After reading in love with Future Lovers, vol. 1, you can imagine how excited I was to get in volume two. This second volume isn’t as amazingly strong, but it still has realistic feel to it as our loving, but very, very different pair of men struggle to work out the details of their relationship. Kento and Akira’s problems often stem from how very different they are. Kento is very conservative and traditional, whereas Akira is much more of a free-spirit. In this volume, though, we begin to understand why Akira is the way he is. Kento was raised in a loving, caring family and even if his parents had died young, his grandparents were still wonderful caregivers. Akira’s family is less cohesive than that and when Kento begins to realize that, he also begins to see a new side of the fiery man he loves.

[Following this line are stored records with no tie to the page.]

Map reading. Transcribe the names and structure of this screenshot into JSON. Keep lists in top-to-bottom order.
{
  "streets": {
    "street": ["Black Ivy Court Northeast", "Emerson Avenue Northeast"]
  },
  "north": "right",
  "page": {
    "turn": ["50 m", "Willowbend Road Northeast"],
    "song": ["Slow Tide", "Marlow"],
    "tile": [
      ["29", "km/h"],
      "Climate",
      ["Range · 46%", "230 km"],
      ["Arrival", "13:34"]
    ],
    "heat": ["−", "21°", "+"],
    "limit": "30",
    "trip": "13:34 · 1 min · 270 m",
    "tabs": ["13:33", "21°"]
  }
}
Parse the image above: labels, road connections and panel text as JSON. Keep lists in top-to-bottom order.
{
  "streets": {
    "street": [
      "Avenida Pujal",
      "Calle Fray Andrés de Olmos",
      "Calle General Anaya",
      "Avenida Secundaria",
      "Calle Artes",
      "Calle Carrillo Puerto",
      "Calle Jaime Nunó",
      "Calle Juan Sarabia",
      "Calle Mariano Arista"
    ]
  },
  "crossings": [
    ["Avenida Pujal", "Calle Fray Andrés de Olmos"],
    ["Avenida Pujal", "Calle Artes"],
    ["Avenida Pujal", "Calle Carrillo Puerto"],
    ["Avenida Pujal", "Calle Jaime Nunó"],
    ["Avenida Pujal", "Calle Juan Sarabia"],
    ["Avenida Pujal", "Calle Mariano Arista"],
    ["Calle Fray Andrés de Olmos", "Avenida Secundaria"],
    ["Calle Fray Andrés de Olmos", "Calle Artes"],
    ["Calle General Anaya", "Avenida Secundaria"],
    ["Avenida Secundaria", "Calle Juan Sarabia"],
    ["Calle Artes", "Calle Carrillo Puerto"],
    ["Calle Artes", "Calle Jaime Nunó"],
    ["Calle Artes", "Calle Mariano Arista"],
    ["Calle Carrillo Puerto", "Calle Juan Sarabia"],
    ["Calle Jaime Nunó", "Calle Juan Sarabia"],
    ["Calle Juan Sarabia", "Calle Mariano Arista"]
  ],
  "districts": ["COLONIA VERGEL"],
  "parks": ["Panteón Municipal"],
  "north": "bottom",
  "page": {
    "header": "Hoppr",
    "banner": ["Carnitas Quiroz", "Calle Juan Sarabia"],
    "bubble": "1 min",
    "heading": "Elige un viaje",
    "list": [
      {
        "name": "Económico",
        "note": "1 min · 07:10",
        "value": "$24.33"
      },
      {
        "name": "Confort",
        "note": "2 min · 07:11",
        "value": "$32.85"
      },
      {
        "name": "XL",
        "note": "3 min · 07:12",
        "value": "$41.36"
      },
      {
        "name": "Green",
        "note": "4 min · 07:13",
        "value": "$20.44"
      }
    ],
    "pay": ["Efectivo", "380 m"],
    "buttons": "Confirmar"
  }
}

Much of the volume explores Akira’s thoughts as he tries to process the relationship he’s found himself in. Even though Kento started out as straight, he is more than willing to acknowledge Akira as his boyfriend. He doesn’t always know how to do that, though, which frustrates and worries Akira. The art teacher rejects Kento’s attempts several times and the first three chapters are mostly about Akira pushing Kento away and Kento assuring him that he really does want Akira in his life forever. This can feel a little repetitive, but when I thought about it, I could see that relationships often take that path, that they hit a point, a plateau, where there has to be a lot of negotiation and discussion before they can move forward.
There is one chapter that feels typically manga, especially shojo manga. Akira’s middle school art teacher (who had a huge effect on him when he was growing up) shows up unexpectedly and invites himself along on the men’s vacation. Even though elements of the chapter are over the top, it’s a cute story that helps cement the relationship. The volume ends on a sweet and moving note which echoes the beauty of the beginning of volume one. It’s a perfect ending that wraps things up neatly, but still feels believable.
Kunieda’s art is as beautiful as ever. The sex scenes are steamy. Kunieda has a real way with drawing naked male bodies. Akira’s long lean lines never slip too far over into feminine and Kento is a solid, muscular chunk of manhood who also looks stunning in a New Year’s kimono. The chibi faces are usually outraged, especially Akira, and his fire-breathing face is hilarious. The attractive art and terrific story make this a winner. If you haven’t picked up a copy of volume one, go get both today. You won’t regret it.
NOTE: This review was previously posted at an old blog of mine, Fujoshi Librarian.